(Source records)
*** Begin section ***

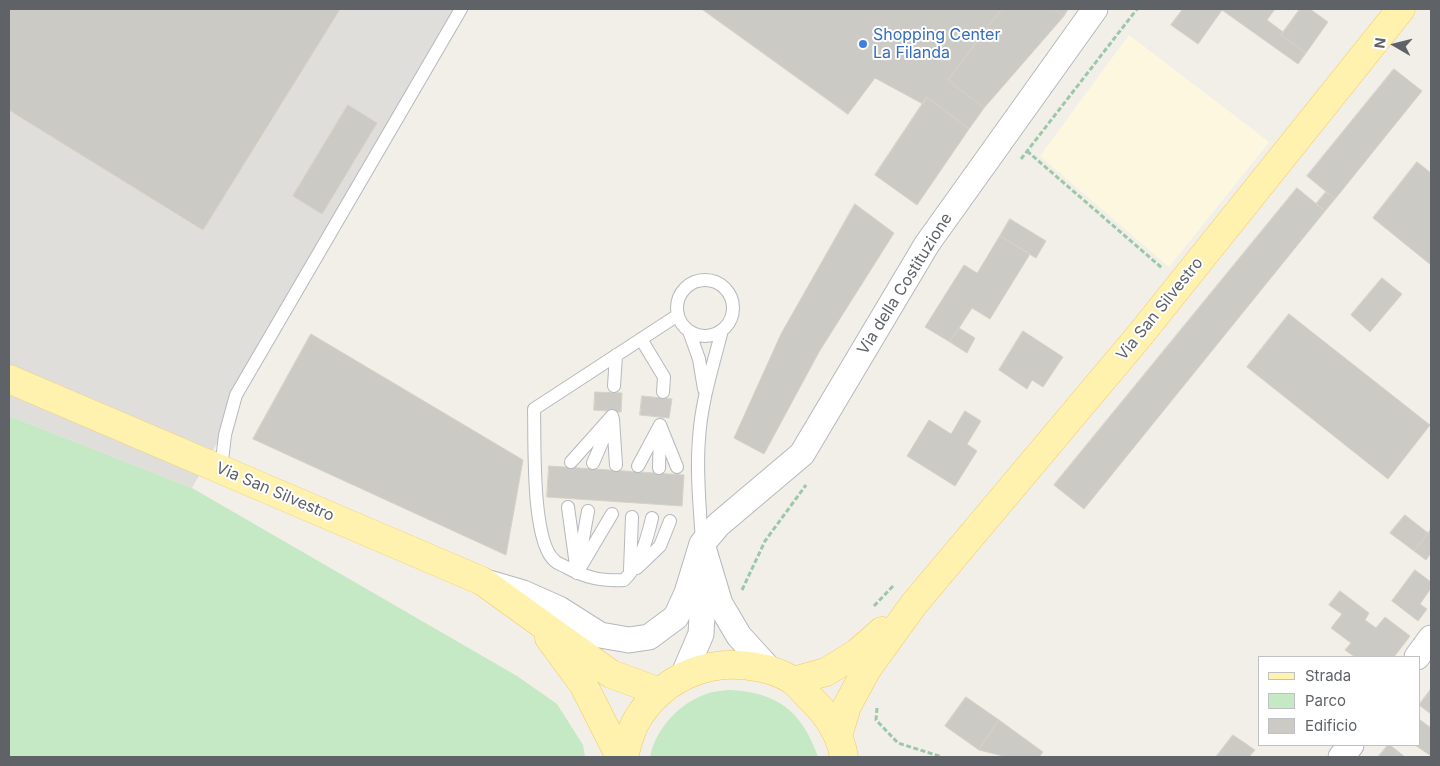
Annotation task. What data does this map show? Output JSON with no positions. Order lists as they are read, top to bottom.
{
  "streets": {
    "main road": ["Via San Silvestro"],
    "street": ["Via della Costituzione"]
  },
  "crossings": [
    ["Via della Costituzione", "Via San Silvestro"]
  ],
  "places": ["Shopping Center La Filanda"],
  "legend": ["Strada", "Parco", "Edificio"],
  "north": "left"
}
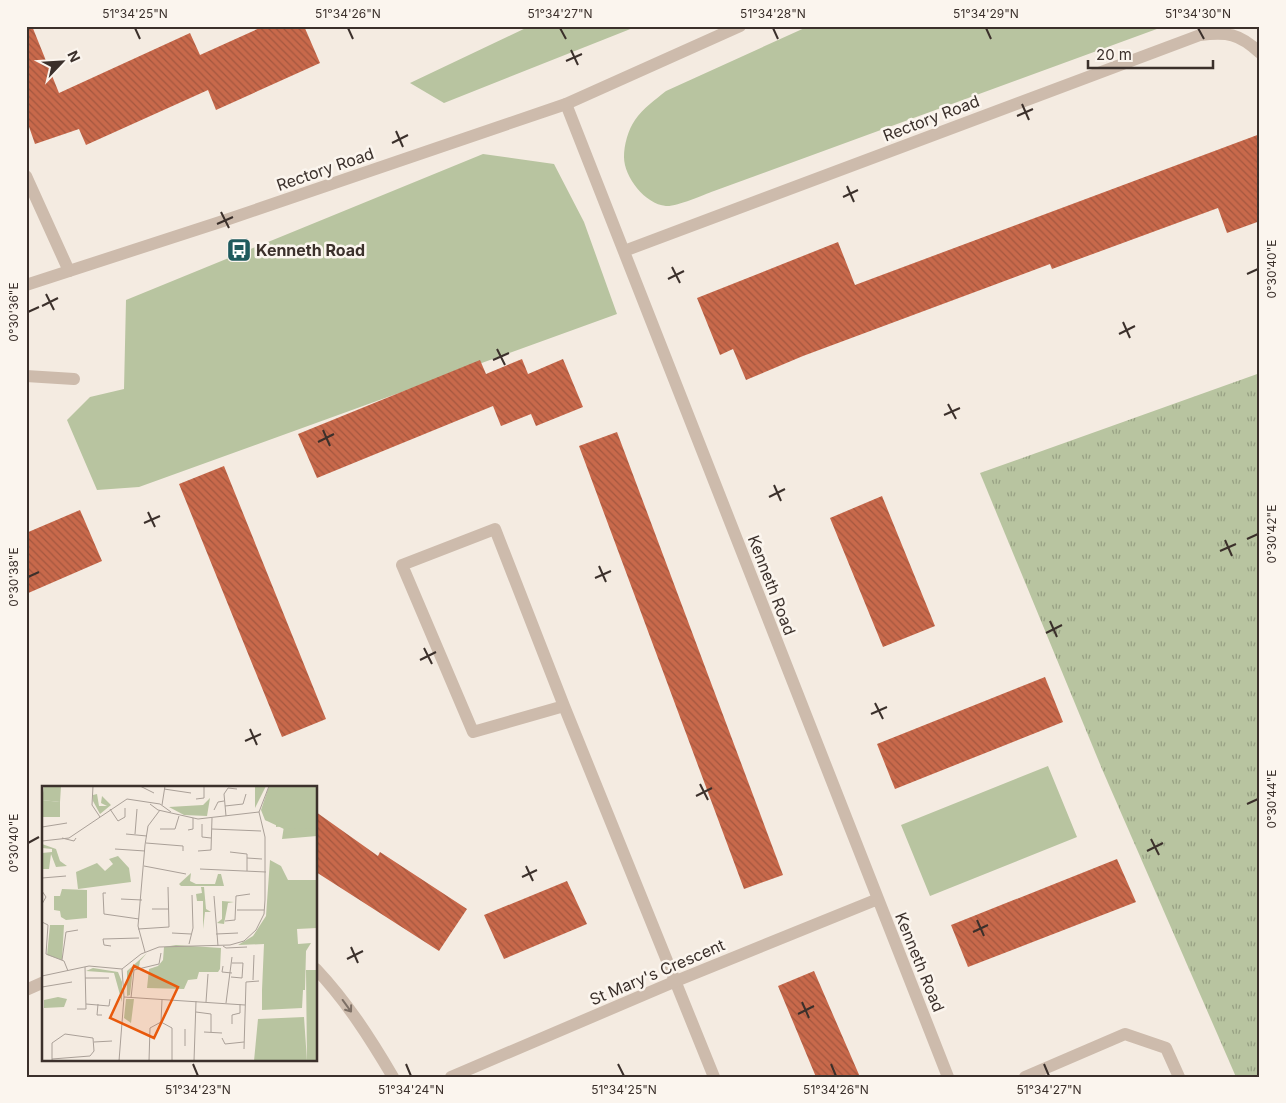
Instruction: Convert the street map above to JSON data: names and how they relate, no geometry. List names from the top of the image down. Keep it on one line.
{"streets":{"street":["Rectory Road","Kenneth Road","St Mary's Crescent"]},"crossings":[["Rectory Road","Kenneth Road"],["Kenneth Road","St Mary's Crescent"]],"places":{"bus stop":["Kenneth Road"]},"scale_bar":"20 m","north":"top right","coordinates":["51°34'25\"N","51°34'26\"N","51°34'27\"N","51°34'28\"N","51°34'29\"N","51°34'30\"N","0°30'40\"E","0°30'36\"E","0°30'42\"E","0°30'38\"E","0°30'44\"E","51°34'23\"N","51°34'24\"N"]}
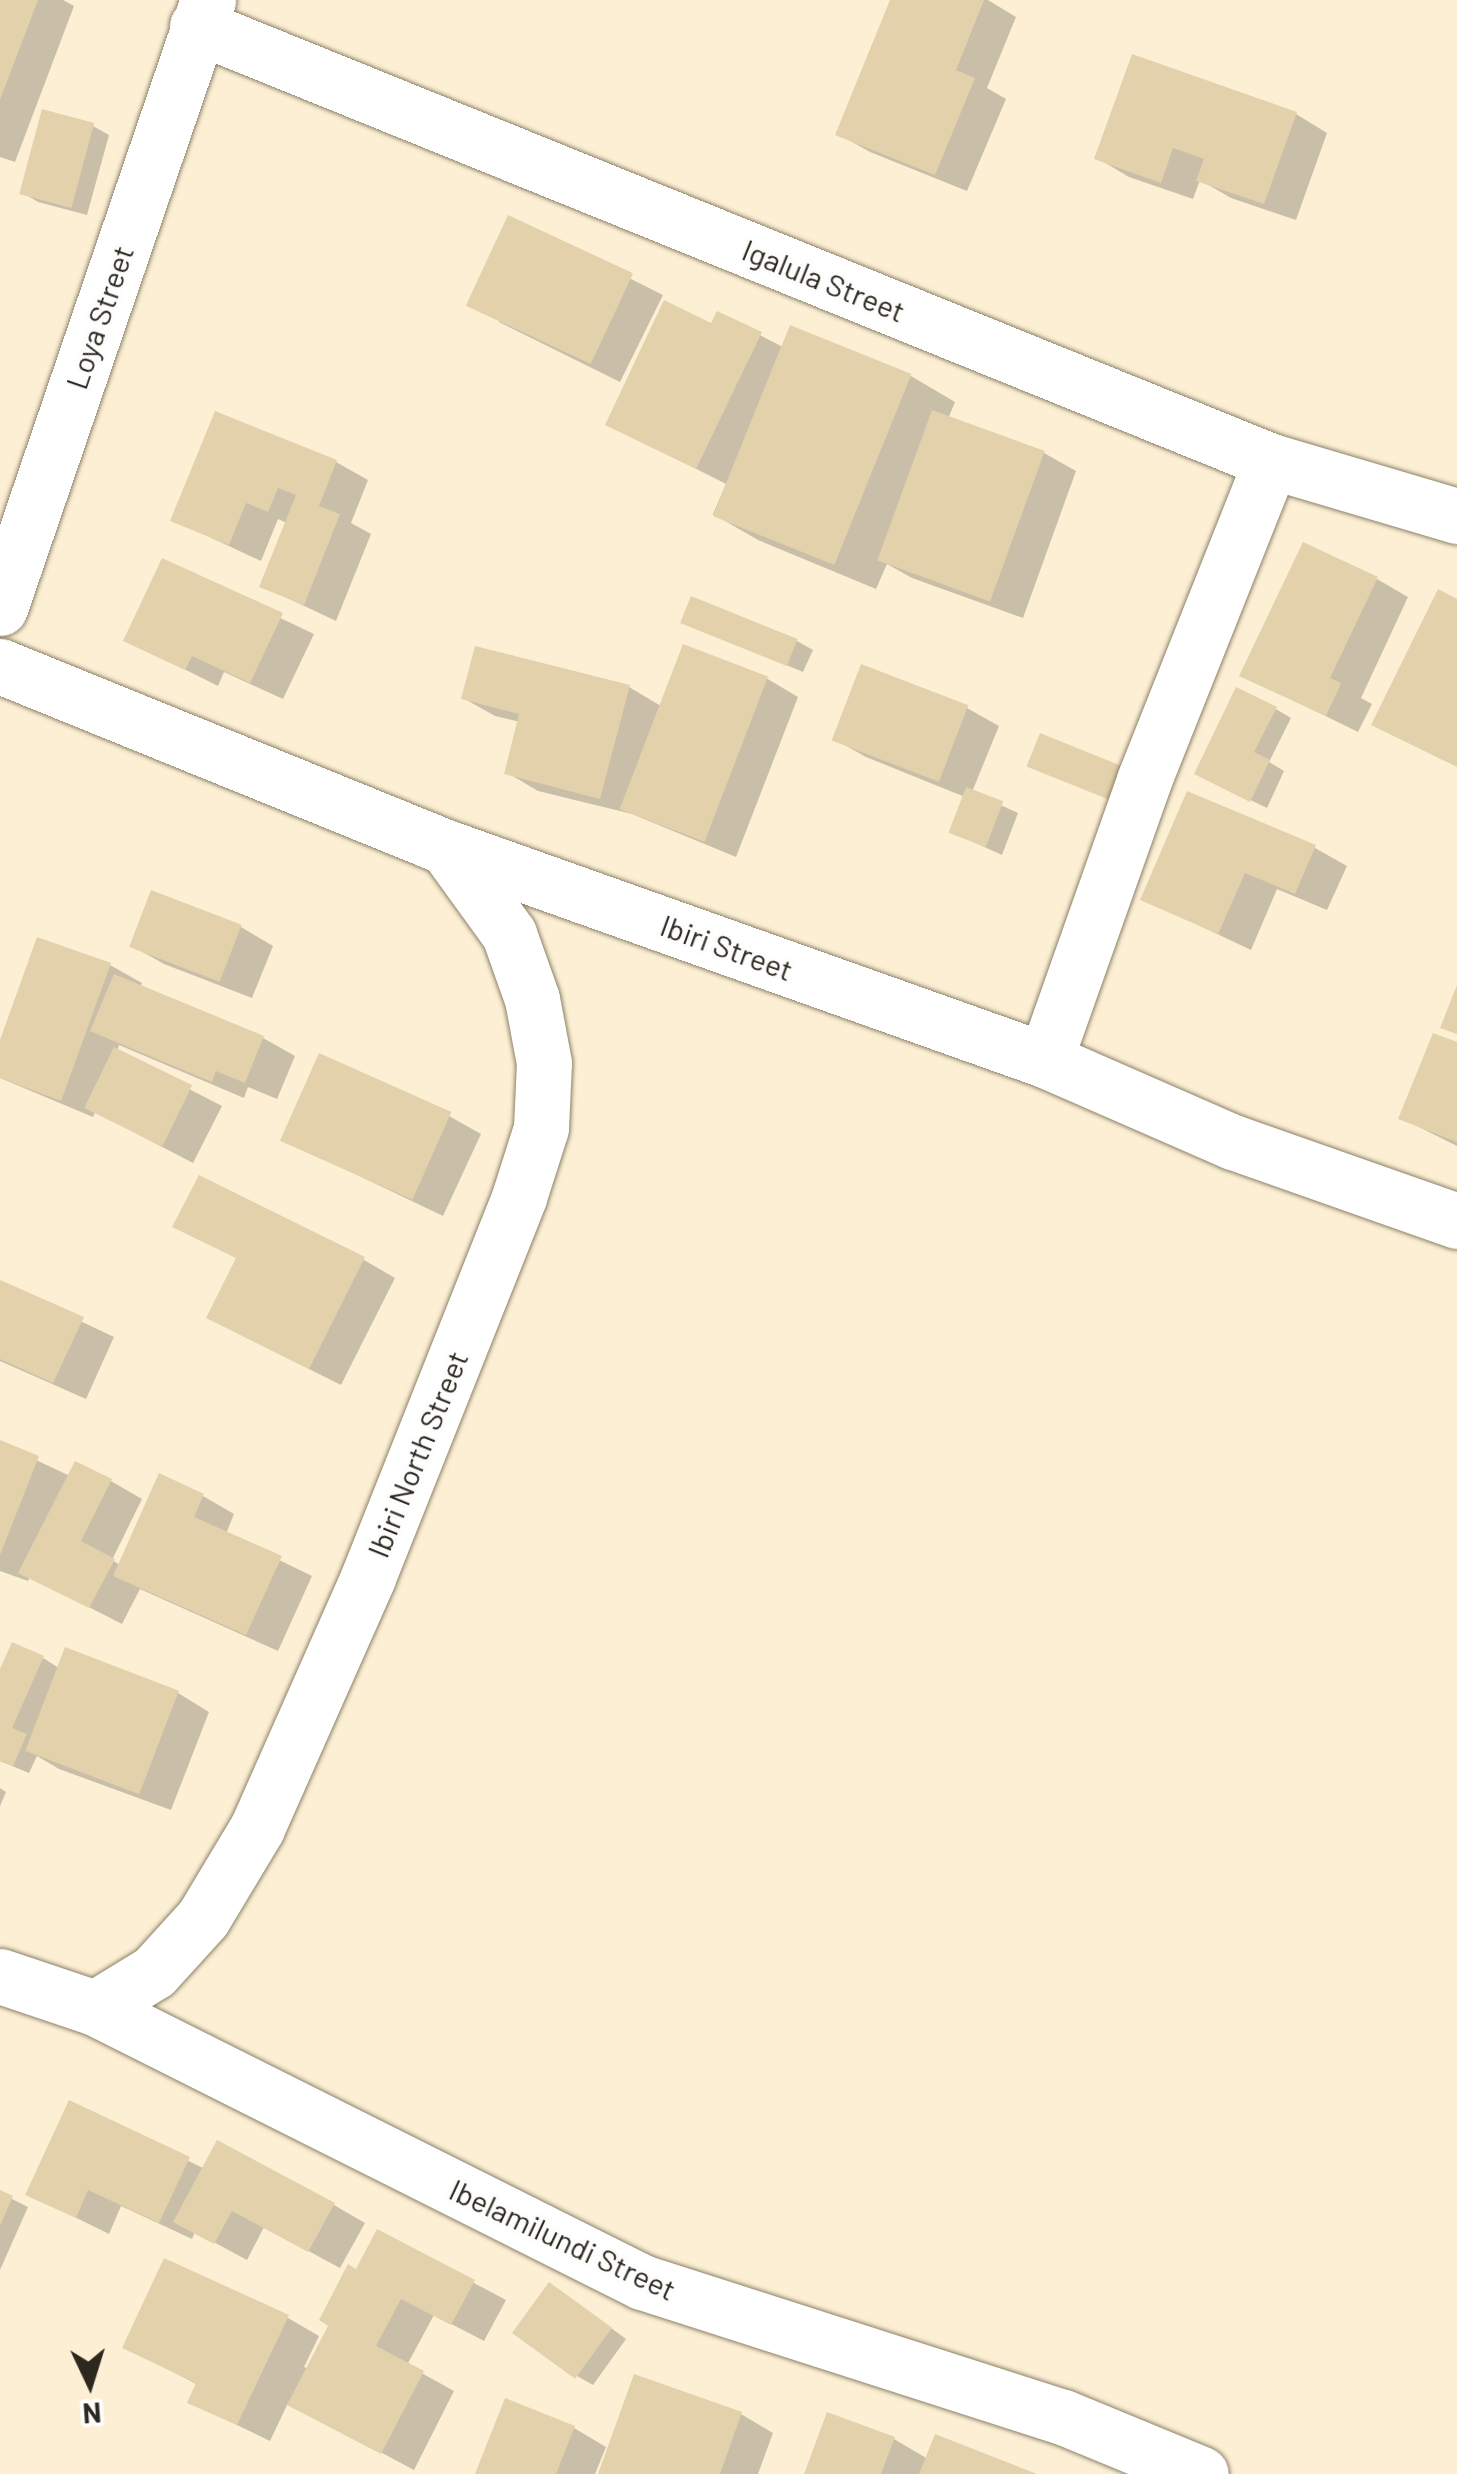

*** End section ***

◆ WHAT TO DO
Copy the lines above exactly and exclude every image.

◆ EXERCISE RESPONSE
Annotation task. What data does this map show? Output JSON with no positions. Order lists as they are read, top to bottom.
{
  "streets": {
    "main road": ["Via San Silvestro"],
    "street": ["Via della Costituzione"]
  },
  "crossings": [
    ["Via della Costituzione", "Via San Silvestro"]
  ],
  "places": ["Shopping Center La Filanda"],
  "legend": ["Strada", "Parco", "Edificio"],
  "north": "left"
}
Instruction: Convert the street map above to JSON data: names and how they relate, no geometry. List names from the top of the image down. Keep it on one line.
{"streets":{"street":["Rectory Road","Kenneth Road","St Mary's Crescent"]},"crossings":[["Rectory Road","Kenneth Road"],["Kenneth Road","St Mary's Crescent"]],"places":{"bus stop":["Kenneth Road"]},"scale_bar":"20 m","north":"top right","coordinates":["51°34'25\"N","51°34'26\"N","51°34'27\"N","51°34'28\"N","51°34'29\"N","51°34'30\"N","0°30'40\"E","0°30'36\"E","0°30'42\"E","0°30'38\"E","0°30'44\"E","51°34'23\"N","51°34'24\"N"]}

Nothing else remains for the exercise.